▸ MATERIAL PROVIDED
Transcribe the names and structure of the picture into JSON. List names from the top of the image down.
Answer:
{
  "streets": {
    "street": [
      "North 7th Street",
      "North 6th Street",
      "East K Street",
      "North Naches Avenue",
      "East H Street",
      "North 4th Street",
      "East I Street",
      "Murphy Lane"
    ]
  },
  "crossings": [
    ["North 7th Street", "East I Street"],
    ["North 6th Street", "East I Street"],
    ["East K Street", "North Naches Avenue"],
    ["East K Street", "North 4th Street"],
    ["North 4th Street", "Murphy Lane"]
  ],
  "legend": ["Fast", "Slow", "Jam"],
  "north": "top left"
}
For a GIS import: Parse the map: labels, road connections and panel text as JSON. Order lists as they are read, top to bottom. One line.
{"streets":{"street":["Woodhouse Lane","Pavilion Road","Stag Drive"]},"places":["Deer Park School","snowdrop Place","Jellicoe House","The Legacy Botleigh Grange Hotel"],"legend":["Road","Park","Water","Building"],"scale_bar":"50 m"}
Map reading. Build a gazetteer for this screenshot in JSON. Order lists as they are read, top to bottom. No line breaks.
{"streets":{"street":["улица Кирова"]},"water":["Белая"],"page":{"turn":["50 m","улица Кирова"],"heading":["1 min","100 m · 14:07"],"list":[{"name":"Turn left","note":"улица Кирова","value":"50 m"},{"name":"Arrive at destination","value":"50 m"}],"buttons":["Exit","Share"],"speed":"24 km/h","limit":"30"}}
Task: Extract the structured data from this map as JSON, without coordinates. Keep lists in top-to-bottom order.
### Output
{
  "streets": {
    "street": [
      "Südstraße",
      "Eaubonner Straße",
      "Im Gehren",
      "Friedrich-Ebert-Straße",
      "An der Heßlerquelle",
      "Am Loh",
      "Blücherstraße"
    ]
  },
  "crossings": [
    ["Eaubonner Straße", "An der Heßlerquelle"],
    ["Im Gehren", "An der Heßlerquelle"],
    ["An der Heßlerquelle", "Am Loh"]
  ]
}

▸ TASK INSTRUCTIONS
Word for word, transcribe each of the entries above.

▸ EXERCISE RESULT
Transcribe the names and structure of the picture into JSON. List names from the top of the image down.
Answer:
{
  "streets": {
    "street": [
      "North 7th Street",
      "North 6th Street",
      "East K Street",
      "North Naches Avenue",
      "East H Street",
      "North 4th Street",
      "East I Street",
      "Murphy Lane"
    ]
  },
  "crossings": [
    ["North 7th Street", "East I Street"],
    ["North 6th Street", "East I Street"],
    ["East K Street", "North Naches Avenue"],
    ["East K Street", "North 4th Street"],
    ["North 4th Street", "Murphy Lane"]
  ],
  "legend": ["Fast", "Slow", "Jam"],
  "north": "top left"
}
For a GIS import: Parse the map: labels, road connections and panel text as JSON. Order lists as they are read, top to bottom. One line.
{"streets":{"street":["Woodhouse Lane","Pavilion Road","Stag Drive"]},"places":["Deer Park School","snowdrop Place","Jellicoe House","The Legacy Botleigh Grange Hotel"],"legend":["Road","Park","Water","Building"],"scale_bar":"50 m"}
Map reading. Build a gazetteer for this screenshot in JSON. Order lists as they are read, top to bottom. No line breaks.
{"streets":{"street":["улица Кирова"]},"water":["Белая"],"page":{"turn":["50 m","улица Кирова"],"heading":["1 min","100 m · 14:07"],"list":[{"name":"Turn left","note":"улица Кирова","value":"50 m"},{"name":"Arrive at destination","value":"50 m"}],"buttons":["Exit","Share"],"speed":"24 km/h","limit":"30"}}
Task: Extract the structured data from this map as JSON, without coordinates. Keep lists in top-to-bottom order.
### Output
{
  "streets": {
    "street": [
      "Südstraße",
      "Eaubonner Straße",
      "Im Gehren",
      "Friedrich-Ebert-Straße",
      "An der Heßlerquelle",
      "Am Loh",
      "Blücherstraße"
    ]
  },
  "crossings": [
    ["Eaubonner Straße", "An der Heßlerquelle"],
    ["Im Gehren", "An der Heßlerquelle"],
    ["An der Heßlerquelle", "Am Loh"]
  ]
}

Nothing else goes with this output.